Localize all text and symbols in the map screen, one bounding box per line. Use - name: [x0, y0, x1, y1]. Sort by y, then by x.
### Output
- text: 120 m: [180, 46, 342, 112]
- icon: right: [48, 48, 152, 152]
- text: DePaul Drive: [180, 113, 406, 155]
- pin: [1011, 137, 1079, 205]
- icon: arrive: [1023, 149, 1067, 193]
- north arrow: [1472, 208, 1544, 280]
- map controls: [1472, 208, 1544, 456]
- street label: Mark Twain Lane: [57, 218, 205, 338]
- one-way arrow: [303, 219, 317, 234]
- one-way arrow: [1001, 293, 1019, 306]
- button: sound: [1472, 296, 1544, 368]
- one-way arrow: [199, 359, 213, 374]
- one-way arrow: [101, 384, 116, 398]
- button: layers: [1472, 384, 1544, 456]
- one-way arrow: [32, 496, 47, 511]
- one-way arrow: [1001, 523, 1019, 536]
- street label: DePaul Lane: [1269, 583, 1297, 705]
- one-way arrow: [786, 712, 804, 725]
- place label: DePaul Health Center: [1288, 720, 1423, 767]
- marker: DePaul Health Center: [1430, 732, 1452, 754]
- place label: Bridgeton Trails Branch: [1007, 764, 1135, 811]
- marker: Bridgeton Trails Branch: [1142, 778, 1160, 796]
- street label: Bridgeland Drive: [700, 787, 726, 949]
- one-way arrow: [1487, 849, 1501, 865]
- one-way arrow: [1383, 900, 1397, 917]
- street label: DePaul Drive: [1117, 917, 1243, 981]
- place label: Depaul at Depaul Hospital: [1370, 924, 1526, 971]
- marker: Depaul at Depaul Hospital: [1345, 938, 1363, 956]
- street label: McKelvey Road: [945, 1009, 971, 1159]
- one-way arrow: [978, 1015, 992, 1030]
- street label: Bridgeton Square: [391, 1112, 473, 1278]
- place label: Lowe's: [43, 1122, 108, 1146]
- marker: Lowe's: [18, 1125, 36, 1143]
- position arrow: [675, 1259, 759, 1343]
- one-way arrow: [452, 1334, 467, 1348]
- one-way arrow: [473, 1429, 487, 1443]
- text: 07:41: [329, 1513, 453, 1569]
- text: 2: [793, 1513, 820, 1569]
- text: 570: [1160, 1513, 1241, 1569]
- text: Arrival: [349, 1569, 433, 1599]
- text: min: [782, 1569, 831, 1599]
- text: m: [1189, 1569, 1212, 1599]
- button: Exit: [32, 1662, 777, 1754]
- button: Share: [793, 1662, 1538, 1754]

★ ★ ★ ★

● **Brief**
Every record shown above should appear again in your answer, unchanged.

● **Exercise solution**
Localize all text and symbols in the map screen, one bounding box per line. Use - name: [x0, y0, x1, y1]. Sort by y, then by x.
### Output
- text: 120 m: [180, 46, 342, 112]
- icon: right: [48, 48, 152, 152]
- text: DePaul Drive: [180, 113, 406, 155]
- pin: [1011, 137, 1079, 205]
- icon: arrive: [1023, 149, 1067, 193]
- north arrow: [1472, 208, 1544, 280]
- map controls: [1472, 208, 1544, 456]
- street label: Mark Twain Lane: [57, 218, 205, 338]
- one-way arrow: [303, 219, 317, 234]
- one-way arrow: [1001, 293, 1019, 306]
- button: sound: [1472, 296, 1544, 368]
- one-way arrow: [199, 359, 213, 374]
- one-way arrow: [101, 384, 116, 398]
- button: layers: [1472, 384, 1544, 456]
- one-way arrow: [32, 496, 47, 511]
- one-way arrow: [1001, 523, 1019, 536]
- street label: DePaul Lane: [1269, 583, 1297, 705]
- one-way arrow: [786, 712, 804, 725]
- place label: DePaul Health Center: [1288, 720, 1423, 767]
- marker: DePaul Health Center: [1430, 732, 1452, 754]
- place label: Bridgeton Trails Branch: [1007, 764, 1135, 811]
- marker: Bridgeton Trails Branch: [1142, 778, 1160, 796]
- street label: Bridgeland Drive: [700, 787, 726, 949]
- one-way arrow: [1487, 849, 1501, 865]
- one-way arrow: [1383, 900, 1397, 917]
- street label: DePaul Drive: [1117, 917, 1243, 981]
- place label: Depaul at Depaul Hospital: [1370, 924, 1526, 971]
- marker: Depaul at Depaul Hospital: [1345, 938, 1363, 956]
- street label: McKelvey Road: [945, 1009, 971, 1159]
- one-way arrow: [978, 1015, 992, 1030]
- street label: Bridgeton Square: [391, 1112, 473, 1278]
- place label: Lowe's: [43, 1122, 108, 1146]
- marker: Lowe's: [18, 1125, 36, 1143]
- position arrow: [675, 1259, 759, 1343]
- one-way arrow: [452, 1334, 467, 1348]
- one-way arrow: [473, 1429, 487, 1443]
- text: 07:41: [329, 1513, 453, 1569]
- text: 2: [793, 1513, 820, 1569]
- text: 570: [1160, 1513, 1241, 1569]
- text: Arrival: [349, 1569, 433, 1599]
- text: min: [782, 1569, 831, 1599]
- text: m: [1189, 1569, 1212, 1599]
- button: Exit: [32, 1662, 777, 1754]
- button: Share: [793, 1662, 1538, 1754]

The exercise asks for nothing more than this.